Data shown |
Segment Open

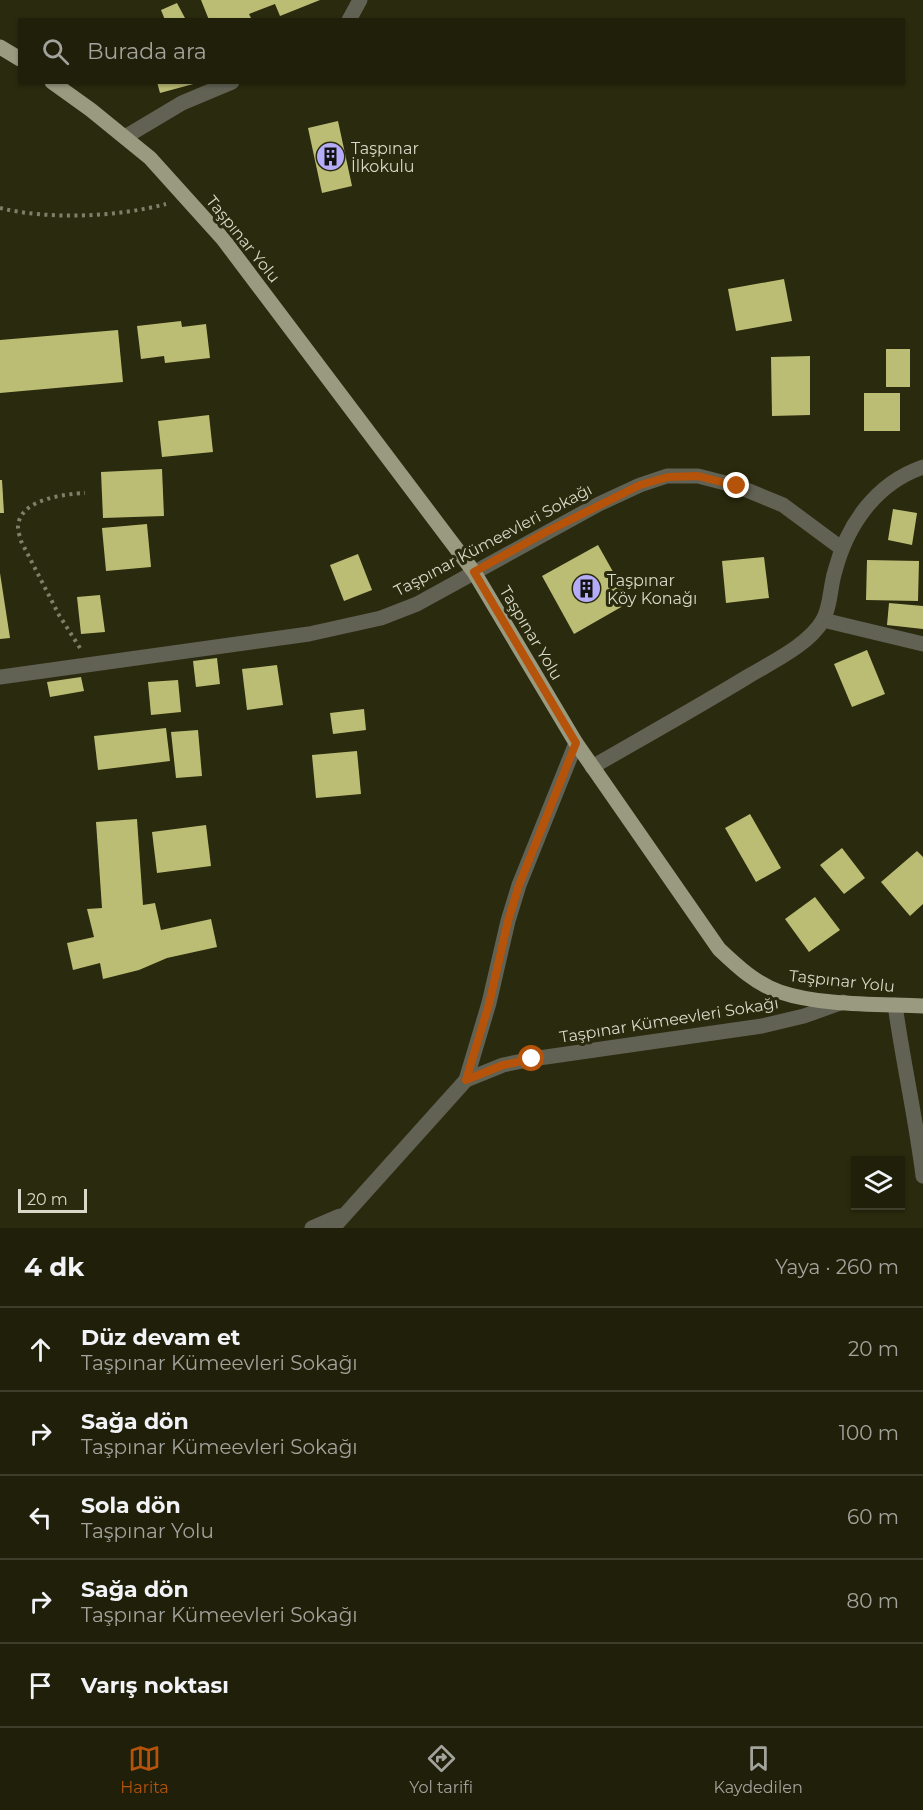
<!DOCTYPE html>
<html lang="tr">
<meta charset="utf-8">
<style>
body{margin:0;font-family:Montserrat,sans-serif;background:#282813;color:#f1f3f6}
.controls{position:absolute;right:18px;bottom:18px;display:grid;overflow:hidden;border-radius:0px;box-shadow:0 2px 4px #0004}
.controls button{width:54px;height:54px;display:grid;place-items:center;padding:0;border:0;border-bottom:2px solid #3d3e2b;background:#20200a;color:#f1f3f6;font:30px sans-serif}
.scale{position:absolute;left:18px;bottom:15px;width:69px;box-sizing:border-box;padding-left:6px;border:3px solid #d8d9c8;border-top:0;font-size:16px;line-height:21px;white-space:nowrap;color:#d8d9c8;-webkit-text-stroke:4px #2a2a0e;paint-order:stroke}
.stop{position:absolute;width:18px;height:18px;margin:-14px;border:4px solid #b45309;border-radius:50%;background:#fff}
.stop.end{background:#b45309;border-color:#fff;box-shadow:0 2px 6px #0008}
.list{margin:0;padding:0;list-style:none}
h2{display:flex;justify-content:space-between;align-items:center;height:78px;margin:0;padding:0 24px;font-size:26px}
h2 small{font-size:20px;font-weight:400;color:#a2a39c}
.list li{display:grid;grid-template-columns:39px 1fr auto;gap:18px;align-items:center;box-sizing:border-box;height:84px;padding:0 24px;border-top:2px solid #3d3e2b}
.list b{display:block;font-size:22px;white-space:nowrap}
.list p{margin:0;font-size:20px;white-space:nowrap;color:#a2a39c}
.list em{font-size:20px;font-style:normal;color:#a2a39c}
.icon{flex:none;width:33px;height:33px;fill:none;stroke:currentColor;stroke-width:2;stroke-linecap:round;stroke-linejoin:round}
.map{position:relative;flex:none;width:923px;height:1228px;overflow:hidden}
.search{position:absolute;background:#20200a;box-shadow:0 2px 4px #0004;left:18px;right:18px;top:18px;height:66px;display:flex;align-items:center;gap:15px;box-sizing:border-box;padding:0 21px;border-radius:0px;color:#a2a39c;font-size:22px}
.sheet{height:498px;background:#20200a}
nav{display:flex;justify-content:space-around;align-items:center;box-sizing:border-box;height:84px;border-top:2px solid #3d3e2b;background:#20200a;font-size:16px;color:#a2a39c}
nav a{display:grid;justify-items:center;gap:3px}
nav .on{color:#b45309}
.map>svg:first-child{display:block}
</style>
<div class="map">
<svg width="923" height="1228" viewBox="0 0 923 1228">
<rect width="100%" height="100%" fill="#2a2a0e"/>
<g fill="#bcbd75">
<polygon points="201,0 320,0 280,16 275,4 249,14 252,20 209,20"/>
<polygon points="177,3 186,20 165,20 161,10"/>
<polygon points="157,82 197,82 197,83 160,93"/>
<polygon points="338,121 352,186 322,193 308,128"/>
<polygon points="784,279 792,321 736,331 728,289"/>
<polygon points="181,321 182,327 206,324 210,358 165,363 164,356 141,359 137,326"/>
<polygon points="118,330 123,382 0,393 0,340"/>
<rect x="886" y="349" width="24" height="38"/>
<polygon points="810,356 810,415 772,416 771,357"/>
<rect x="864" y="393" width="36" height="38"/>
<polygon points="209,415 213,452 162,457 158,421"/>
<polygon points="162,469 164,516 103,518 101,472"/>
<polygon points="0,480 2,480 4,513 0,513"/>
<polygon points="893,509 917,513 912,545 888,540"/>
<polygon points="147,524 151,567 106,571 102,528"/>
<polygon points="598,545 630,602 574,634 542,576"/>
<polygon points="358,554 372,590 344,601 330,565"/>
<polygon points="764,557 769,598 726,603 722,561"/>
<polygon points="867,560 919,561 918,601 866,600"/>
<polygon points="0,573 10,638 0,639"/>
<polygon points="100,595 105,632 81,634 77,597"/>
<polygon points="889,603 923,606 923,629 887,625"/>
<polygon points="867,650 885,694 852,707 834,664"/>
<polygon points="217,658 220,684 196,687 193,661"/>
<polygon points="277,665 283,705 247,710 242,669"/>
<polygon points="81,677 84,691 50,697 47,682"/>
<polygon points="178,680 181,712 151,715 148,682"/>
<polygon points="364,709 366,730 333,734 330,713"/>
<polygon points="166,728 170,761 98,770 94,736"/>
<polygon points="198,730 202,776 176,778 171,732"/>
<polygon points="357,751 361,794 316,798 312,755"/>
<polygon points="750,814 781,868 756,882 725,828"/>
<polygon points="137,819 143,905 155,903 161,930 211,919 217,947 167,958 139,970 103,979 100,963 73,970 67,943 94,937 87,909 102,908 96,822"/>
<polygon points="206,825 211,866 157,873 152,832"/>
<polygon points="842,848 865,878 844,894 820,865"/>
<polygon points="917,851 923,857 923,904 910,916 881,882"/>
<polygon points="815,897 840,930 809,952 785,919"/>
</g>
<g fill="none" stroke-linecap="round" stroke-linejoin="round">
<g stroke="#7f8069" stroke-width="4" stroke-dasharray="3 4.5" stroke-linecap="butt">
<path d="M0 208C49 220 117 217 166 204"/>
<path d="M80 648 59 615 21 541C20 537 18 531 18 527 19 499 65 494 85 493"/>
</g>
<g stroke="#616154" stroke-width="15">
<polyline points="349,20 360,0"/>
<polyline points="125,137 182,103 232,82"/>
<polyline points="823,620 923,644"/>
<polyline points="0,677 309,634 381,618 417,604 599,504 640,485 667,476 698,476 737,486 783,505 841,548"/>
<path d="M592 767C644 737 696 708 747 677 770 663 809 645 823 620 831 606 830 586 835 571 847 525 876 483 923 467"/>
<path d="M895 1005C903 1062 916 1119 923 1176"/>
<polyline points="466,1080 489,1003 508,921 519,885 576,743"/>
<polyline points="312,1228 340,1216"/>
<polyline points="333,1228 466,1080 503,1065 532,1059 762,1026 804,1016 843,1002"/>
</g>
<g stroke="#999a80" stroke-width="15">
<polyline points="0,47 20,59"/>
<path d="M52 82 91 110 150 158 223 239 474 572 576 743 719 949C737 966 756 984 780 992 821 1006 879 1004 923 1006"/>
</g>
</g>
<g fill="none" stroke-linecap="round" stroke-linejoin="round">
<polyline stroke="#b45309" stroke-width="8" points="532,1059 503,1065 466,1080 489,1004 508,921 519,885 576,743 474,572 544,533 640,485 668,477 698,476 737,486"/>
</g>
<defs>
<symbol id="building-disc" viewBox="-11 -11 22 22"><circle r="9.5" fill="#b4acf9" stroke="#2a2a0e"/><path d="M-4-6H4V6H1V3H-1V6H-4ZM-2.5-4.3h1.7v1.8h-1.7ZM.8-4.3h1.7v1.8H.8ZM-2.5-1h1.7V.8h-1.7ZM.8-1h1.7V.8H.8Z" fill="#111"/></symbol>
</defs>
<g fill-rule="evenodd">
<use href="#building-disc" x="314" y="140" width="33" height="33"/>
<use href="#building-disc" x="570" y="572" width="33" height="33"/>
</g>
<g text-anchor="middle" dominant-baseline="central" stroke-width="6" stroke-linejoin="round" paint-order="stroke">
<g font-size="16" fill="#d8d9c8" stroke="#2a2a0e" text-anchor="start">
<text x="351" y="148">Taşpınar<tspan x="351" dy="18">İlkokulu</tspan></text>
<text x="607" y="580">Taşpınar<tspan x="607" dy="18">Köy Konağı</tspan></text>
</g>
<g font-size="16" fill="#d8d9c8" stroke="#2a2a0e">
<text transform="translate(243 239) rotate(51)">Taşpınar Yolu</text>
<text transform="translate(493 540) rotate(-28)">Taşpınar Kümeevleri Sokağı</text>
<text transform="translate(531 633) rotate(59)">Taşpınar Yolu</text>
<text transform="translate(842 981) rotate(6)">Taşpınar Yolu</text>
<text transform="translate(669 1020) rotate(-9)">Taşpınar Kümeevleri Sokağı</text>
</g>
</g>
</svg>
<div class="controls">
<button><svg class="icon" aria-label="layers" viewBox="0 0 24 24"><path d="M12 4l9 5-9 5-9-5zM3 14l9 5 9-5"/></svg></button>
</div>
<div class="scale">20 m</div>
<div class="stop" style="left:532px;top:1059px"></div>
<div class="stop end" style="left:737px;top:486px"></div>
<div class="search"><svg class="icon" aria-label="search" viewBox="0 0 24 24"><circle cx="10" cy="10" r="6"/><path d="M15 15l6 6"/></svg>Burada ara</div>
</div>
<section class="sheet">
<h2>4 dk<small>Yaya · 260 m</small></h2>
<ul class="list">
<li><svg class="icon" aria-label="ahead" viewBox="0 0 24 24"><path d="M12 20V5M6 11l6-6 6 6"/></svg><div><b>Düz devam et</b><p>Taşpınar Kümeevleri Sokağı</p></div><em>20 m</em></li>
<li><svg class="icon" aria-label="right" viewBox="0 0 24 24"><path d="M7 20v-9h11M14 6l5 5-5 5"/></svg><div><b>Sağa dön</b><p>Taşpınar Kümeevleri Sokağı</p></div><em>100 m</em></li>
<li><svg class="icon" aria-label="left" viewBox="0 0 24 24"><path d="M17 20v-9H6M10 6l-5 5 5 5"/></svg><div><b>Sola dön</b><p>Taşpınar Yolu</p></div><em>60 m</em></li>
<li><svg class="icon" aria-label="right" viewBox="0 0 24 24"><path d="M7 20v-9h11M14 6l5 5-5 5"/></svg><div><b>Sağa dön</b><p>Taşpınar Kümeevleri Sokağı</p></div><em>80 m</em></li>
<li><svg class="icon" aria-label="arrive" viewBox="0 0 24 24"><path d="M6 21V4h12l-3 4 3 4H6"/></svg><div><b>Varış noktası</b></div></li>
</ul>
</section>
<nav>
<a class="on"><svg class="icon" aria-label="map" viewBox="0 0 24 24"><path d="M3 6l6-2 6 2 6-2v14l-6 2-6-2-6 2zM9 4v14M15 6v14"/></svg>Harita</a>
<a><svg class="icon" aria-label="directions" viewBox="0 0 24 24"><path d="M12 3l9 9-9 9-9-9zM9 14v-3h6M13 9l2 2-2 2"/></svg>Yol tarifi</a>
<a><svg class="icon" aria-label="saved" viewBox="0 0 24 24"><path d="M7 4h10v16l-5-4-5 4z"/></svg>Kaydedilen</a>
</nav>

Segment Closed

What the exercise asks | Search the listing for "scale" and show every line where it occurs.

Answer space |
.scale{position:absolute;left:18px;bottom:15px;width:69px;box-sizing:border-box;padding-left:6px;border:3px solid #d8d9c8;border-top:0;font-size:16px;line-height:21px;white-space:nowrap;color:#d8d9c8;-webkit-text-stroke:4px #2a2a0e;paint-order:stroke}
<div class="scale">20 m</div>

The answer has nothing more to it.